The remaining 52,000 square feet has been leased (60 years) to Kiwanis for $1 with the undertaking that they will provide an Adult Day Centre (Vancouver Coastal Health) and 156 “below market” rentals at a maximum of 75% of market rent.
The target market for the “below market” rental housing is moderate income people including workers, families and seniors in West Vancouver.
This development is an opportunity cost of $58 million that DWV is foregoing. That equates to a subsidy per unit of “affordable” housing of $372,000 per unit or approximately $3,600 per taxpayer.
Mayor’s comments in a letter to the North Shore news
“This project proposes leasing one parcel for affordable housing but it also includes a second parcel, a long term lease for strata condominiums which we sold for $22.2 million, a $6 million profit on our original $16 million investment”
The Mayor confuses cash flow with profit. How can anyone argue that a parcel of land worth $80 million sold for $22.2 million generates a profit?
“The word “subsidy” has been used frequently about this proposal but this is not accurate. All of this would be provided by, and at the cost of Kiwanis, Darwin and Vancouver Coastal Health with no ongoing subsidy by the District”
How can Kiwanis afford to build and operate the 156 “below market” rentals? This is because they are receiving a portion of land worth $58 million for nothing. There may indeed be no ongoing cash subsidy but by the essential gift of the land for 60 years is there not a huge upfront subsidy?

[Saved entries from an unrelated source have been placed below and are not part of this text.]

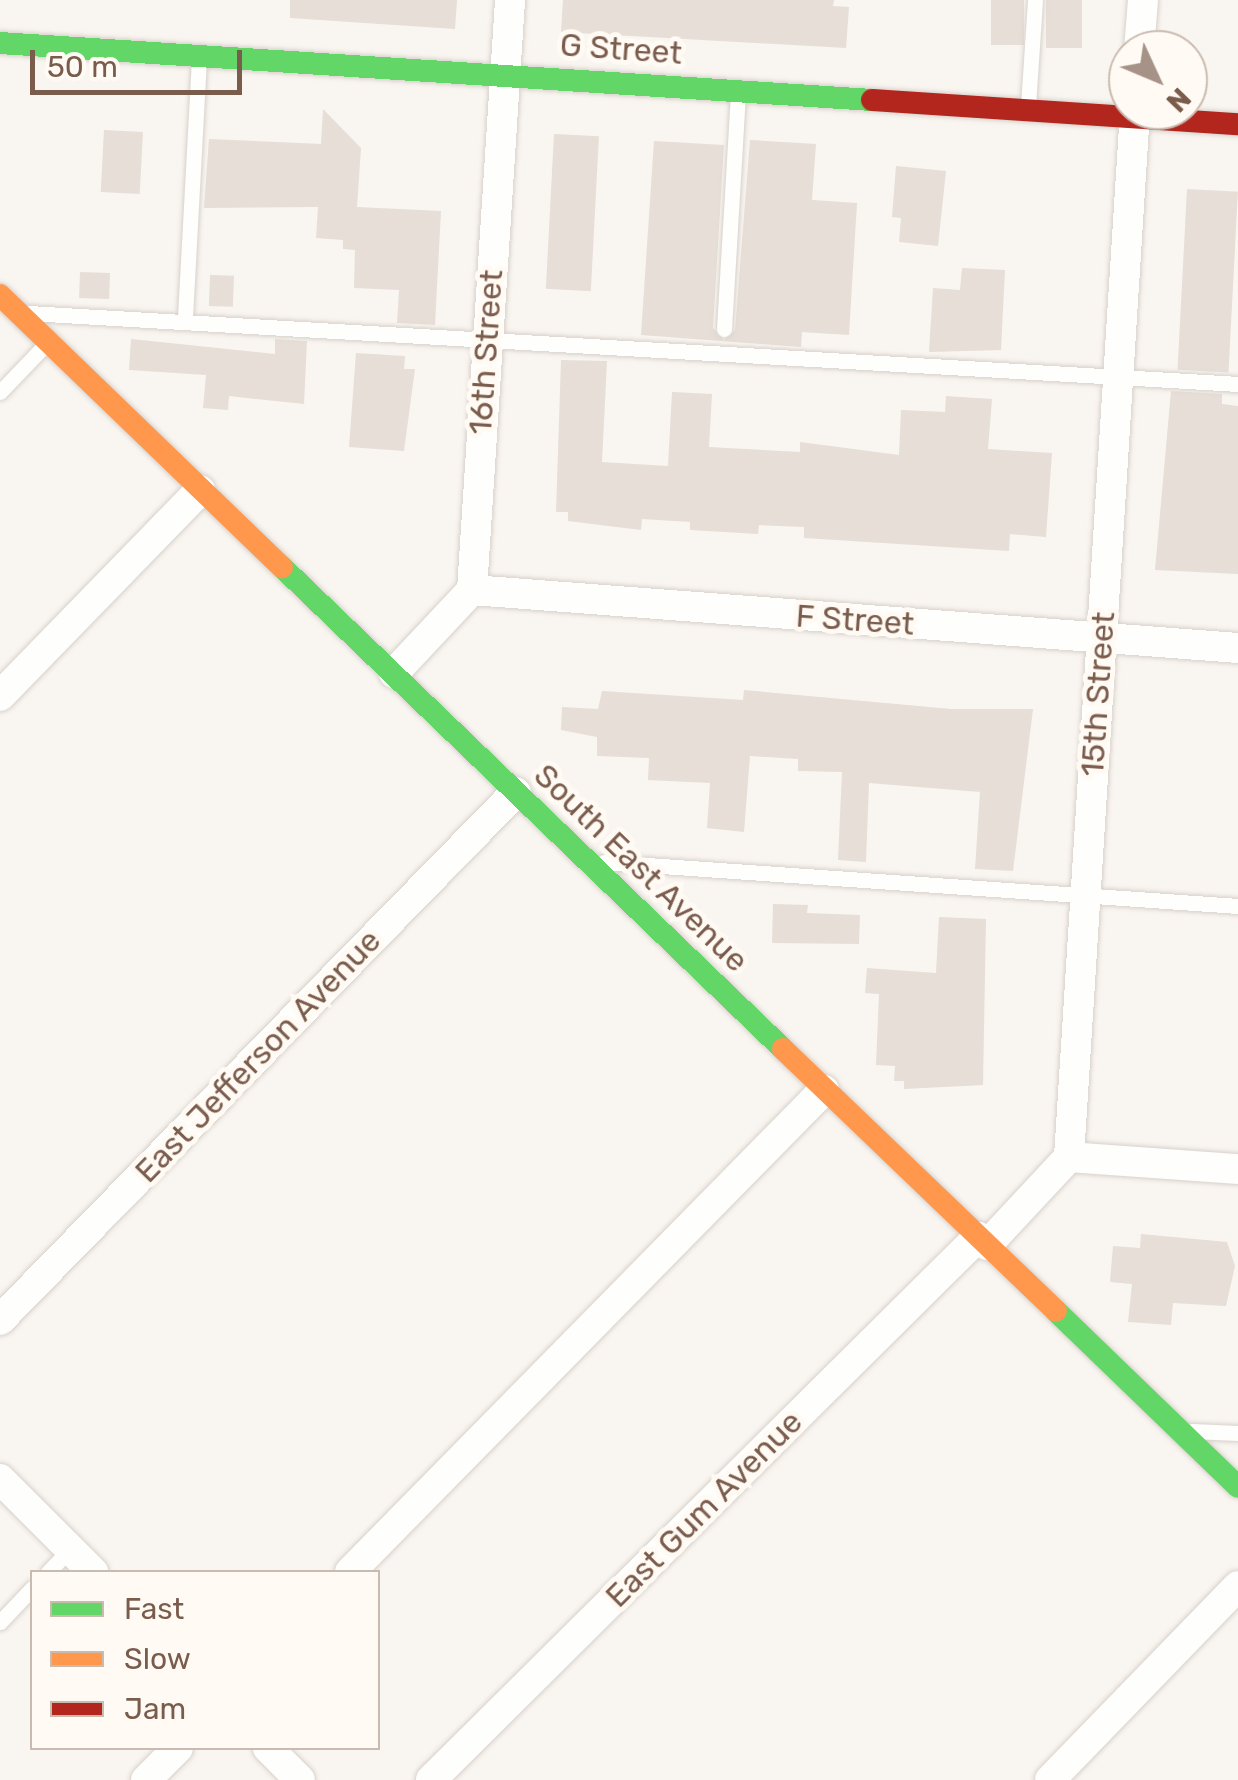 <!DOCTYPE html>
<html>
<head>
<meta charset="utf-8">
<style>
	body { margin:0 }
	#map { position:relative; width:1238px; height:1780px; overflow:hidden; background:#f9f5f0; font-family:Rubik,sans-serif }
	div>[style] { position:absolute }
	.building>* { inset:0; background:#e6ded7; transform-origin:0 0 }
	.roads { filter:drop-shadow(0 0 2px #d7d1cb) drop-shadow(0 0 2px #d7d1cb) }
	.lane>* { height:15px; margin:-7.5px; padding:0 7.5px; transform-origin:7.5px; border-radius:7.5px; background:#fefefd }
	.street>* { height:30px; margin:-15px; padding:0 15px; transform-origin:15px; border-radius:15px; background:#fefefd }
	.fast>* { height:22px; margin:-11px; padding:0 11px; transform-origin:11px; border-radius:11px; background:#63d668 }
	.slow>* { height:22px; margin:-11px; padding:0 11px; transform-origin:11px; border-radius:11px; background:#ff974d }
	.jam>* { height:22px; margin:-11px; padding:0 11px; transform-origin:11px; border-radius:11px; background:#b3261e }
	span { translate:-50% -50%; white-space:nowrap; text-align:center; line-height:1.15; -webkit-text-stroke:10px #fffaf3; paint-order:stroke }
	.street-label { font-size:32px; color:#7a5c4d }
	.legend { position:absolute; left:30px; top:1570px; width:350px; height:180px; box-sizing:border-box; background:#fffaf3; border:2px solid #cabbb1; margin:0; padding:12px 18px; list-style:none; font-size:30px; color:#7a5c4d }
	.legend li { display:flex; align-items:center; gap:20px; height:50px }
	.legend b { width:50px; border:2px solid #cabbb1 }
	.north { position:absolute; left:1108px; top:30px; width:100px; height:100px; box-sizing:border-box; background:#fffaf3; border:2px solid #cabbb1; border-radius:50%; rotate:134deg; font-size:28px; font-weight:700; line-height:40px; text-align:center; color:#7a5c4d }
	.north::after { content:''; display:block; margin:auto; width:35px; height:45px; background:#a69286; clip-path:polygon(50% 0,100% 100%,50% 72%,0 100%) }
	.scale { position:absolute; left:30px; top:50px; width:212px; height:45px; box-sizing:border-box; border:5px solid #7a5c4d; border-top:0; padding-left:12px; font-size:30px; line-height:35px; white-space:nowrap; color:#7a5c4d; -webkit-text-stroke:8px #fffaf3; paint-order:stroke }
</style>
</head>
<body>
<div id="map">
	<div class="building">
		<div style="clip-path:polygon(290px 0,457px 0,455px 29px,290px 18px)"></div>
		<div style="clip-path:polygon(563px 0,834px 0,833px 6px,849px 7px,846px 48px,561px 32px)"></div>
		<div style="left:991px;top:0;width:33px;height:45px"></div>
		<div style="left:1046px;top:0;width:36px;height:48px"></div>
		<div style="clip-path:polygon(323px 109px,361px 148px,357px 207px,441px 211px,435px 325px,397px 323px,399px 290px,354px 288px,355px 250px,343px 249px,343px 240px,316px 238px,318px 207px,204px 208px,209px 139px,321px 144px)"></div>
		<div style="left:104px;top:130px;width:39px;height:62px;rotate:3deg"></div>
		<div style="left:554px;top:134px;width:45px;height:155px;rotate:3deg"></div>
		<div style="clip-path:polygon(750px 140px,816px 144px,812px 200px,857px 203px,849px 335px,802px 332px,801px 347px,641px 335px,654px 141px,724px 145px,713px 328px,724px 340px,735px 330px)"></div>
		<div style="clip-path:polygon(896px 166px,946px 171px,938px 246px,899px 242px,901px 218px,892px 217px)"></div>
		<div style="left:1187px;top:189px;width:51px;height:181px;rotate:3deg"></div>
		<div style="clip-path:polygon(962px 268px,1005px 270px,1001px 350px,929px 352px,933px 288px,960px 290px)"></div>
		<div style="left:80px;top:272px;width:30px;height:26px;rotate:2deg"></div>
		<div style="left:210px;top:275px;width:24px;height:31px;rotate:2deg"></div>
		<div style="clip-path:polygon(131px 339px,275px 354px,275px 339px,307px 341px,304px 404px,229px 396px,228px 410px,203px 408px,206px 375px,129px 370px)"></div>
		<div style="clip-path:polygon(356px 353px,405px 356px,404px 369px,415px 369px,404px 451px,349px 447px)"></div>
		<div style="clip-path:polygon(561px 360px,607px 361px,602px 462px,668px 466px,672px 392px,712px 394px,709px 447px,800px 452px,800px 442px,899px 455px,901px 410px,945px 412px,946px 396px,992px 399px,988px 449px,1052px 453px,1046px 537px,1010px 534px,1009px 551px,804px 538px,804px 527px,759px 525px,758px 534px,690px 530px,690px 522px,642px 519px,641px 530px,568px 521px,568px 512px,556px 512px)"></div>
		<div style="clip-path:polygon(1171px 391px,1222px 394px,1222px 404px,1238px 406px,1238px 574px,1155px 570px)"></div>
		<div style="clip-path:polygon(744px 690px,951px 709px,1033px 709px,1013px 871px,975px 869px,980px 792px,869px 783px,866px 862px,838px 860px,842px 772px,798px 771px,798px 759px,750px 756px,744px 832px,707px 828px,710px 783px,648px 780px,649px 758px,597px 756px,597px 737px,561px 730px,562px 707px,598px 709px,602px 691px,743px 700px)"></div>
		<div style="clip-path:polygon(773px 904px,808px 905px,807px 913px,860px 915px,859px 944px,772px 943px)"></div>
		<div style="clip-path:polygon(939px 917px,986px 919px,983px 1085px,904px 1089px,904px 1081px,894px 1081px,895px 1066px,876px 1065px,879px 994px,865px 993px,867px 968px,936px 973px)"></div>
		<div style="clip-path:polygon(1141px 1234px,1227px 1242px,1235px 1266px,1226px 1306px,1173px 1303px,1171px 1325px,1128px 1322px,1132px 1284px,1110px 1282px,1113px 1246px,1140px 1248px)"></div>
	</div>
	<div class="roads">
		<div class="lane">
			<div style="left:1028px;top:106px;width:106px;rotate:-86.2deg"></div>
			<div style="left:29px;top:313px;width:1211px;rotate:3.36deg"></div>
			<div style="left:185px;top:317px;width:260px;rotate:-86.9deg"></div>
			<div style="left:724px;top:329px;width:235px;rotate:-86.6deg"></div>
			<div style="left:0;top:392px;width:65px;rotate:-46.2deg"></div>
			<div style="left:604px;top:862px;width:636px;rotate:3.97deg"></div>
			<div style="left:1192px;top:1431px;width:46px;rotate:2.5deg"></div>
			<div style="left:48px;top:1572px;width:32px;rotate:-46deg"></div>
			<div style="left:0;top:1622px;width:47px;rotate:-46.7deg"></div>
		</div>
		<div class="street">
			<div style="left:1139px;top:50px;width:50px;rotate:-85.4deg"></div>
			<div style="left:472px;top:590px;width:768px;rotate:4.33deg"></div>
			<div style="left:394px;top:673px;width:114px;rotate:-46.8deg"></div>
			<div style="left:472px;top:590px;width:591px;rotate:-86.31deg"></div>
			<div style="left:0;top:696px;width:287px;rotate:-45.8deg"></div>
			<div style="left:1069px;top:1157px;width:169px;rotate:4.1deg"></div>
			<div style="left:987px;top:1245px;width:120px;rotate:-47deg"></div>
			<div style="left:1069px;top:1157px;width:1049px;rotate:-86.39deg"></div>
			<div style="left:0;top:1320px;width:738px;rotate:-45.66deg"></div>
			<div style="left:0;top:1479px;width:132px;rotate:45deg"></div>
			<div style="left:350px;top:1572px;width:676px;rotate:-45.48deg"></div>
			<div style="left:268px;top:1748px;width:45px;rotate:45deg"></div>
			<div style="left:146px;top:1780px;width:45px;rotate:-45deg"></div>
			<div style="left:431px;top:1780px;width:771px;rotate:-44.79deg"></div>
			<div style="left:1050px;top:1780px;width:270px;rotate:-45.9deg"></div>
		</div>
		<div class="fast">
			<div style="left:0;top:43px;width:874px;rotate:3.74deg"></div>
			<div style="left:282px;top:567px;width:695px;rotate:43.89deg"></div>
			<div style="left:1056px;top:1311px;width:253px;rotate:44deg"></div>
		</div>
		<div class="slow">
			<div style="left:0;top:295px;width:392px;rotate:44deg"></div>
			<div style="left:783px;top:1049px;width:378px;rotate:43.8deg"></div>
		</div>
		<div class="jam">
			<div style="left:872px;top:100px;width:367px;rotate:3.8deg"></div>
		</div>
	</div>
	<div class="street-label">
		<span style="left:621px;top:49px;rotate:4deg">G Street</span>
		<span style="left:486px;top:352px;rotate:-86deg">16th Street</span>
		<span style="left:855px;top:620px;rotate:4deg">F Street</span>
		<span style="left:1098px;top:694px;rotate:-86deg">15th Street</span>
		<span style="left:641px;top:868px;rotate:44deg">South East Avenue</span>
		<span style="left:258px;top:1056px;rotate:-46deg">East Jefferson Avenue</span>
		<span style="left:704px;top:1509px;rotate:-45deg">East Gum Avenue</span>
	</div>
	<ul class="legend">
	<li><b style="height:12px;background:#63d668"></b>Fast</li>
	<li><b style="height:12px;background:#ff974d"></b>Slow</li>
	<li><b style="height:12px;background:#b3261e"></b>Jam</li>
	</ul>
	<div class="north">N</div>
	<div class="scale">50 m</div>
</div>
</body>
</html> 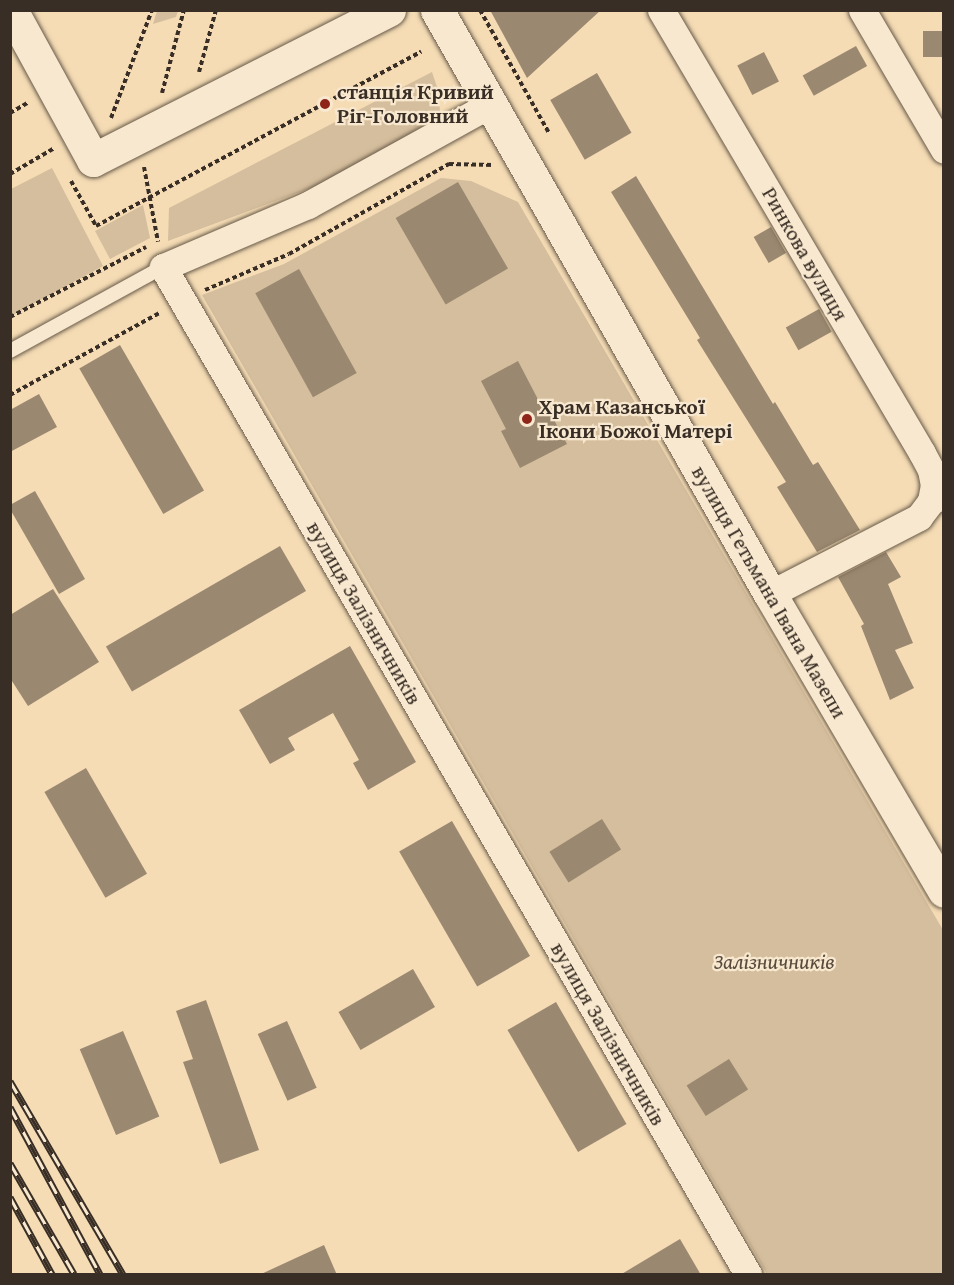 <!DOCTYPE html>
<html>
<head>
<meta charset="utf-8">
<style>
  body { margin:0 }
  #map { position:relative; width:954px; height:1285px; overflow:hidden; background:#f5dcb5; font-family:"Gentium Book Plus",serif }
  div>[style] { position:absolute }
  .green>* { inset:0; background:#d5be9d }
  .building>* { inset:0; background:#9b8870; transform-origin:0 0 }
  .path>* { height:4px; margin-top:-2px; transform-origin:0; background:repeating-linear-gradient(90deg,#392e25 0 4.5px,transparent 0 7.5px) }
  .roads { filter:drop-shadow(0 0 2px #685a49) drop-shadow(0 0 2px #685a49) }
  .lane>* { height:14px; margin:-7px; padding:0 7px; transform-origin:7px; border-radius:7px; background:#f8e8cf }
  .street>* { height:27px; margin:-13.5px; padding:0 13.5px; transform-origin:13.5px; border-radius:13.5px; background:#f8e8cf }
  .secondary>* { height:33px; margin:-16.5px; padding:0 16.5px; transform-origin:16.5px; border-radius:16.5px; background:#f8e8cf }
  .rail>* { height:7px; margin-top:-3.5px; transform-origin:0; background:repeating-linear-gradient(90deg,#f8e8cf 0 14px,#392e25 0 28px); box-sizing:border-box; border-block:2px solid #392e25 }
  .dots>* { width:16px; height:16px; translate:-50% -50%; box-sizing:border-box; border:3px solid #f8e8cf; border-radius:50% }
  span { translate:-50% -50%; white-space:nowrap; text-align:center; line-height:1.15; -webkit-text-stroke:4.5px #f8e8cf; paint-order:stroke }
  .poi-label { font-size:21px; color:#392e25; font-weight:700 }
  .left { translate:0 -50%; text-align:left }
  .street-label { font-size:21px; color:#392e25 }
  .park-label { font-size:21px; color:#584b3d; font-style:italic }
  .frame { position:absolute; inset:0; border:12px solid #392e25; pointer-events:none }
</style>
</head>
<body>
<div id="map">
  <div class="green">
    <i style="clip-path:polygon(157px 11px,157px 10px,178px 11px,176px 17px,153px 24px)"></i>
    <i style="clip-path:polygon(432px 72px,439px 93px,440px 113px,418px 130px,324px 183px,168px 241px,169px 208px)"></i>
    <i style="clip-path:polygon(52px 168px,103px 266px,11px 316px,11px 189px)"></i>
    <i style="clip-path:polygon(441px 178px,471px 181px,518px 202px,943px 930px,943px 1274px,767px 1274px,202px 295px,284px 264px)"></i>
    <i style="clip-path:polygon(143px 205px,150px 238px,110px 259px,95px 231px)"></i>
  </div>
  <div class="building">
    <i style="clip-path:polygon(490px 10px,601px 10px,527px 78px)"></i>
    <i style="left:923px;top:31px;width:21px;height:26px"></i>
    <i style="left:856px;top:46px;width:23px;height:61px;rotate:61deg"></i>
    <i style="left:764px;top:52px;width:33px;height:30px;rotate:63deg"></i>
    <i style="left:597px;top:73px;width:69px;height:54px;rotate:60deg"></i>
    <i style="clip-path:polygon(636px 176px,773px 404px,775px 402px,813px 465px,818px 462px,860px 530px,817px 552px,777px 487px,786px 482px,697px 340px,700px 338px,611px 192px)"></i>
    <i style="left:458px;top:182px;width:100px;height:72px;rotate:60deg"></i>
    <i style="left:771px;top:227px;width:30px;height:20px;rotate:60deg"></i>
    <i style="left:299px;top:269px;width:119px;height:50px;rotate:61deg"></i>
    <i style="left:819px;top:309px;width:26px;height:38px;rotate:61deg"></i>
    <i style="left:120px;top:345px;width:168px;height:47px;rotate:60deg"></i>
    <i style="clip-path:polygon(518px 361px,543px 409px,547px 407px,567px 444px,520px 468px,501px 431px,506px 429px,481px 381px)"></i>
    <i style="clip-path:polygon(39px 394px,57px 427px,10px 452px,10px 410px)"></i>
    <i style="clip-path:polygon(35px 491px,85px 579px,59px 594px,10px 509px,10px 505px)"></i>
    <i style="left:280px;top:546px;width:52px;height:201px;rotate:60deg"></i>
    <i style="clip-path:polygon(886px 552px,901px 577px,888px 584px,913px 643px,895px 650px,914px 688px,890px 700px,861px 626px,864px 624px,838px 577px)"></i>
    <i style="clip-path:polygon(53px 589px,99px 662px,28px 706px,10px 678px,10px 615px)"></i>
    <i style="clip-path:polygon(350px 646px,416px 762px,368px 790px,353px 763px,359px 760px,333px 713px,288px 738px,295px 750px,270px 764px,239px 710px)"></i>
    <i style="left:86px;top:768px;width:122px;height:48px;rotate:60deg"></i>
    <i style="left:602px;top:819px;width:36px;height:62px;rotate:58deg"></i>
    <i style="left:452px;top:821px;width:156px;height:61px;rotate:60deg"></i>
    <i style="left:413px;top:969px;width:44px;height:86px;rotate:60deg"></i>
    <i style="clip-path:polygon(206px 1000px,259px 1150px,220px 1164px,183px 1062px,193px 1059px,176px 1011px)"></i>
    <i style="left:556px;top:1002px;width:141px;height:56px;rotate:60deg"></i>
    <i style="left:287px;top:1021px;width:73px;height:32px;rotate:66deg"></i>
    <i style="left:123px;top:1031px;width:93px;height:47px;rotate:67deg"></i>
    <i style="left:729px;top:1059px;width:36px;height:50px;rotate:58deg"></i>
    <i style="clip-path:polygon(680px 1239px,701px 1275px,620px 1275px)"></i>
    <i style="clip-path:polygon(324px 1245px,337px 1275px,259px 1275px)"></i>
  </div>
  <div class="path">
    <i style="left:480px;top:10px;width:141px;rotate:60.7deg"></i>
    <i style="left:199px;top:72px;width:64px;rotate:-74.7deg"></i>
    <i style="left:162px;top:93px;width:86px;rotate:-75.2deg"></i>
    <i style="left:10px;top:113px;width:20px;rotate:-30deg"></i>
    <i style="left:111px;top:118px;width:116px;rotate:-69.2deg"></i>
    <i style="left:144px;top:167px;width:76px;rotate:79.4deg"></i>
    <i style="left:10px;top:174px;width:50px;rotate:-30.2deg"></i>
    <i style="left:71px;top:181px;width:51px;rotate:60.9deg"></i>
    <i style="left:96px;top:226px;width:369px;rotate:-28.2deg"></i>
    <i style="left:205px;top:290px;width:91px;rotate:-23.2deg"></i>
    <i style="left:289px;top:254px;width:184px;rotate:-29.4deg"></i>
    <i style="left:449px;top:164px;width:45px;rotate:1.3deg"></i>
    <i style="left:10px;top:317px;width:153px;rotate:-27.2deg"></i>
    <i style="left:10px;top:395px;width:172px;rotate:-28.8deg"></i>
  </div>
  <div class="roads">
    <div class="lane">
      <i style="left:10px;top:351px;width:175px;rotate:-28.8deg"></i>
    </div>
    <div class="street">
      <i style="left:661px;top:10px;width:514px;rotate:59.49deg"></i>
      <i style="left:922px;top:453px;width:19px;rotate:62deg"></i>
      <i style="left:931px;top:470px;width:15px;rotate:79deg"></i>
      <i style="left:934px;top:485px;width:16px;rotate:101deg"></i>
      <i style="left:862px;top:10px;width:162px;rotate:59.6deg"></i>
      <i style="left:489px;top:105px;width:207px;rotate:151.1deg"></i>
      <i style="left:308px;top:205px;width:158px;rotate:156.8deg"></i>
      <i style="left:163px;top:267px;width:1165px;rotate:59.85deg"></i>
      <i style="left:770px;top:594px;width:168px;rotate:-27.3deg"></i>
      <i style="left:919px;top:517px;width:20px;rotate:-53deg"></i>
      <i style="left:931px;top:501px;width:14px;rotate:-25deg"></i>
    </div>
    <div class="secondary">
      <i style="left:11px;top:10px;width:171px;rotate:61.3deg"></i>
      <i style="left:93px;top:160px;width:332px;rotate:-26.9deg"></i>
      <i style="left:437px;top:10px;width:672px;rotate:60.31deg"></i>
      <i style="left:770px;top:594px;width:344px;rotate:59.6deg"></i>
    </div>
  </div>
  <div class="rail">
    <i style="left:10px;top:1081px;width:224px;rotate:59.7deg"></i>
    <i style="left:10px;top:1107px;width:190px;rotate:61.7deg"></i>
    <i style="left:10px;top:1163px;width:128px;rotate:60deg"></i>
    <i style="left:10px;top:1197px;width:88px;rotate:61.4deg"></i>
  </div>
  <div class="dots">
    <i style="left:325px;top:104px;background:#8f2418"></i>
    <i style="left:527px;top:419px;background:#8f2418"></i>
  </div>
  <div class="poi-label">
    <span class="left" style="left:337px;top:104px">станція Кривий<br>Ріг-Головний</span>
    <span class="left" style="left:539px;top:419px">Храм Казанської<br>Ікони Божої Матері</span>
  </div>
  <div class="street-label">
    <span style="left:805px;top:254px;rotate:60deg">Ринкова вулиця</span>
    <span style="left:769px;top:592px;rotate:60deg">вулиця Гетьмана Івана Мазепи</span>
    <span style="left:364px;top:613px;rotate:60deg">вулиця Залізничників</span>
    <span style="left:608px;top:1034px;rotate:60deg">вулиця Залізничників</span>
  </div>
  <div class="park-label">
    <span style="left:774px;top:962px">Залізничників</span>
  </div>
  <div class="frame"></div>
</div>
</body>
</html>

Other items and questions re Gordon Avenue worth noting
1- There was never any serious consultation with residents around various potential uses of this enormously valuable and strategic piece of land. Council just decided to spot zone and use the land for “affordable” housing. Surely there ought to have been consultation (in fact there was never any report to Council on possible differing uses for the land and the cost/benefit of each possible use). No surveys were conducted of employees in DWV businesses, school board or DWV to determine if this “below market” rental housing would meet their needs and help attract and retain employees. Surely this is not right?
2- An Angus Reid survey of DWV residents showed that 67% of residents do not support building more high density apartment buildings in West Vancouver. A West Vancouver Community Stakeholders poll showed that at least 85% of DWV residents opposed DWV using property taxpayer resources to fund subsidized “below market” rental housing. Why would Council not listen to residents?
3- The qualifying incomes (per DWV) for the” below market “rentals ranges from $50,000 for a studio to $126,000 for a 3 bedroom suite.
4- The top 10% of earners in Canada earn $80,000 or more and the top 5% earn $102,000 or more. Many DWV employees earn (before benefits) $80,000 or more. The individual median income in DWV is $41,000 and median household income is $90,000. Does it seem right that 50% of residents earning at or below median income are asked to subsidize housing for those earning substantially more than them? No one has a right to live in West Vancouver and have existing taxpayers subsidize them to do so. (Especially those earning more than the median income of many DWV residents).
5- This project does nothing to help low income workers (care home employees, retail employees, restaurant employees etc.) in West Vancouver as qualifying incomes for these rentals is more than the vast majority can afford. The biggest likely beneficiaries of the “below market” rentals will be Municipal and Schoolboard employees. There seems to have been no serious examination of what Provincial and Federal Grants available to provide housing for low income workers in DWV. Why?
6- DWV already faces $200 million of expenses in the next decade to replace ageing facilities and currently does not have dedicated reserves to meet this future expense. Is it responsible therefore to embark on a project such as this one for “below market” rental housing?